Armed with a petition from local residents that included more than 500 signatures, residents organized a town hall meeting and invited TriMet to attend. With the offer accepted nearly as quickly as it had been extended, the question became how things would go.
Would the meeting become aggressive? Would emotions boil over?
What actually happened, however, was as far from what that as possible, and facilitator and City Councilor Brent Drodrill said it best.
'You represented the people of Estacada very well tonight,' he said in conclusion of the meeting.
'I thought our folks presented the need very well and the people from TriMet clearly listened and took notes,' he said.

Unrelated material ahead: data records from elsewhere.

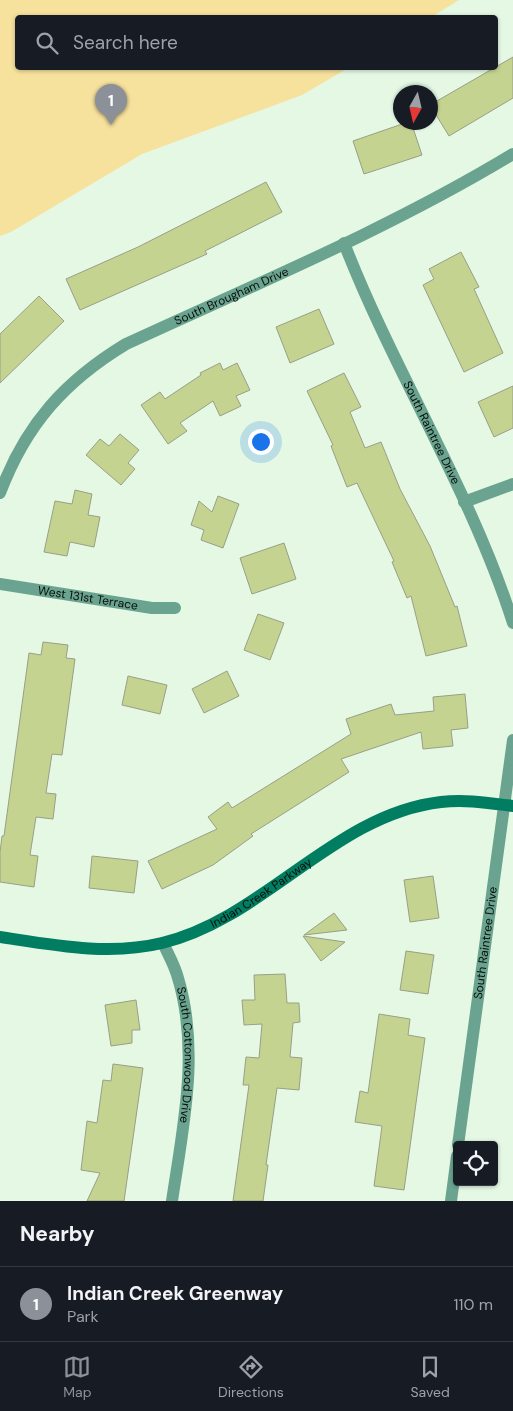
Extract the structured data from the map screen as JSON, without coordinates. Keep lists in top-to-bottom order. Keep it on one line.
{"streets":{"street":["South Brougham Drive","South Raintree Drive","West 131st Terrace","Indian Creek Parkway","South Cottonwood Drive"]},"crossings":[["South Brougham Drive","South Raintree Drive"],["South Raintree Drive","Indian Creek Parkway"],["Indian Creek Parkway","South Cottonwood Drive"]],"north":"bottom","page":{"search":"Search here","pins":"1","heading":"Nearby","list":[{"mark":"1","name":"Indian Creek Greenway","note":"Park","value":"110 m"}],"nav":["Map","Directions","Saved"]}}
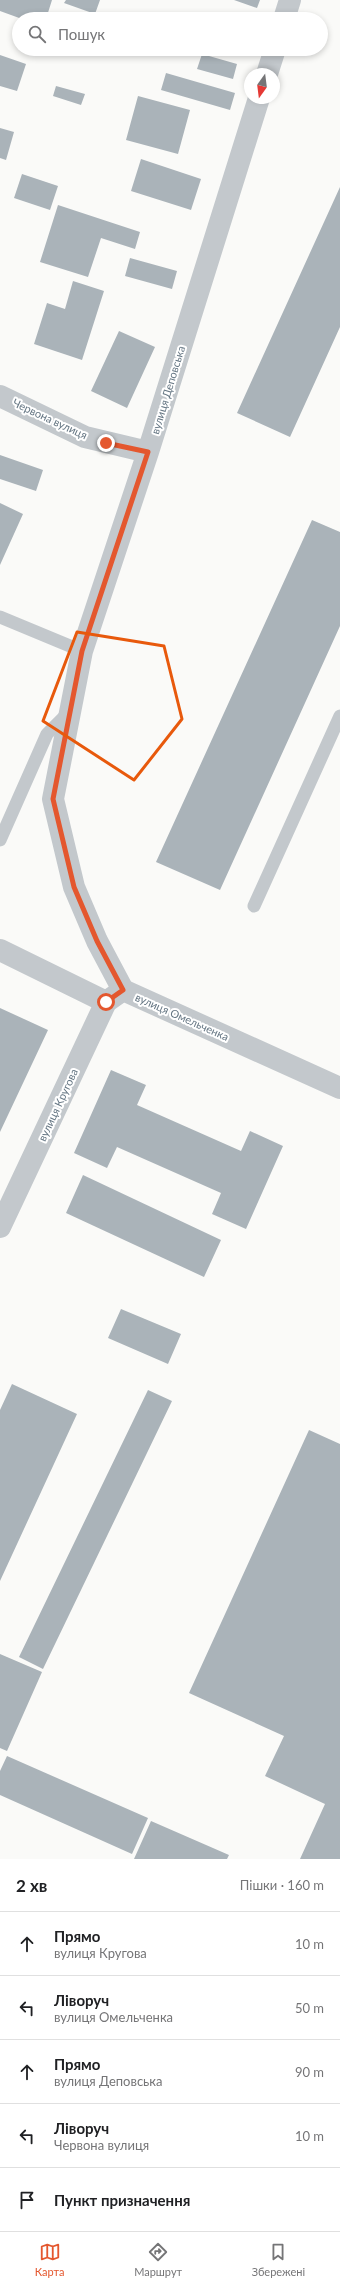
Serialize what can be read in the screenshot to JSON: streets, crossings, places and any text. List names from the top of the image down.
{
  "streets": {
    "street": [
      "вулиця Деповська",
      "Червона вулиця",
      "вулиця Омельченка",
      "вулиця Кругова"
    ]
  },
  "crossings": [
    ["вулиця Деповська", "Червона вулиця"],
    ["вулиця Деповська", "вулиця Омельченка"],
    ["вулиця Омельченка", "вулиця Кругова"]
  ],
  "north": "bottom",
  "page": {
    "search": "Пошук",
    "heading": ["2 хв", "Пішки · 160 m"],
    "list": [
      ["Прямо", "вулиця Кругова", "10 m"],
      ["Ліворуч", "вулиця Омельченка", "50 m"],
      ["Прямо", "вулиця Деповська", "90 m"],
      ["Ліворуч", "Червона вулиця", "10 m"],
      "Пункт призначення"
    ],
    "nav": ["Карта", "Маршрут", "Збережені"]
  }
}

The meeting began with some ground rules from Dodrill before TriMet's Pam Wilson, a marketing manager, Kerry Ayres-Palanuk, a service planning manager, and Clay Thompson, a marketing coordinator, made their opening statements.
'We're looking forward to a two-way conversation,' Wilson said. 'We are in the preliminary stages of a budget process and everything is on the table.'
Wilson explained some of the other options being considered in order to account for the $12-17 million shortfall in the next budget year. Among the options were eliminating the free rail zone in downtown Portland, eliminating redundant bus routes and halting the red-line MAX before it got all the way into Beaverton.

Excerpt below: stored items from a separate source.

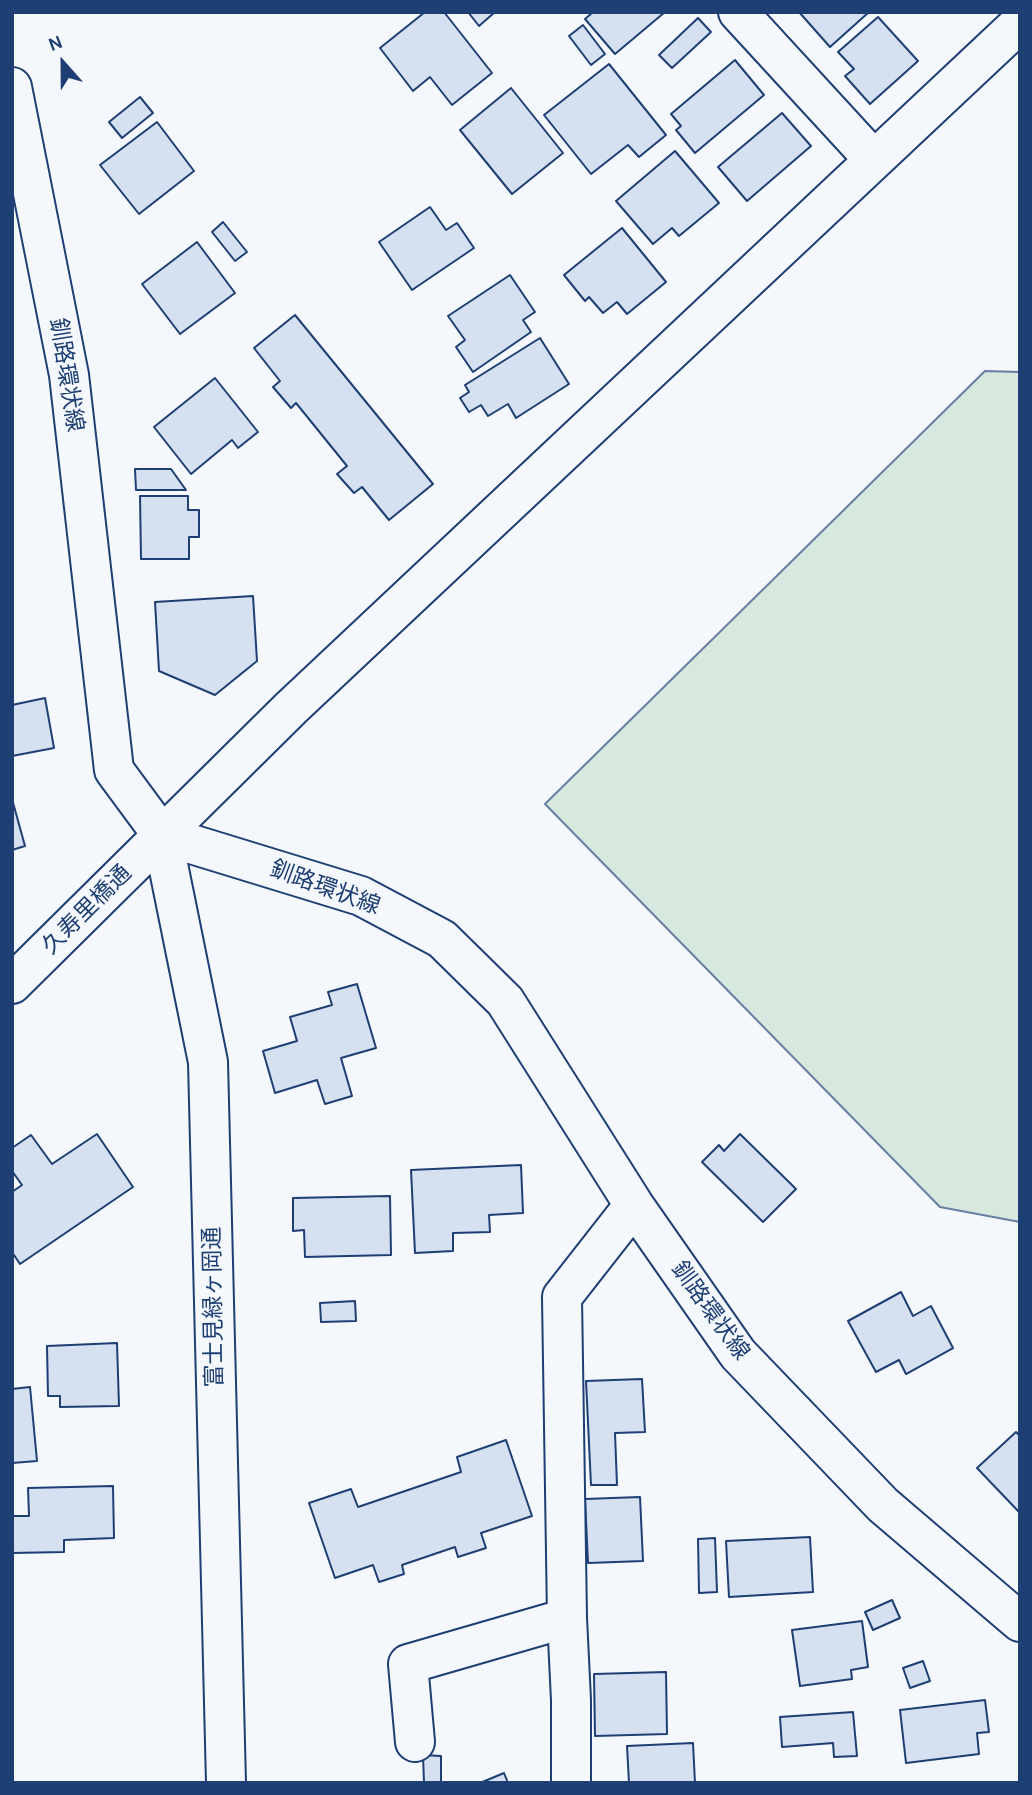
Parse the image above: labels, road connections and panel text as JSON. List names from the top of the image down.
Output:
{
  "streets": {
    "street": ["釧路環状線", "久寿里橋通", "富士見緑ヶ岡通"]
  },
  "crossings": [
    ["釧路環状線", "久寿里橋通"],
    ["釧路環状線", "富士見緑ヶ岡通"],
    ["久寿里橋通", "富士見緑ヶ岡通"]
  ],
  "north": "top"
}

She also assured people that there was no formal proposal to cut line 30, that it was just one option on the table.
'We want to know who rides, why they ride and how often,' she said.
Wilson also explained to people how TriMet is supported through taxes and bonds. She said that 57 percent of its funding is from payroll taxes, which are extremely hard to forecast, while the remaining funding comes primarily from grants and fare revenues.
For an exact breakdown of where the $12-17 million shortfall is coming from, a 'Challenges and Choices' pamphlet was handed out and is also available online at trimet.org.
According to this, a decrease in payroll tax revenue will result in a projected loss of $3 million, federal government funding cuts are projected to reduce funding by $4 million and negotiations with the transit union over health care and other measures are projected to have an impact of $5-10 million.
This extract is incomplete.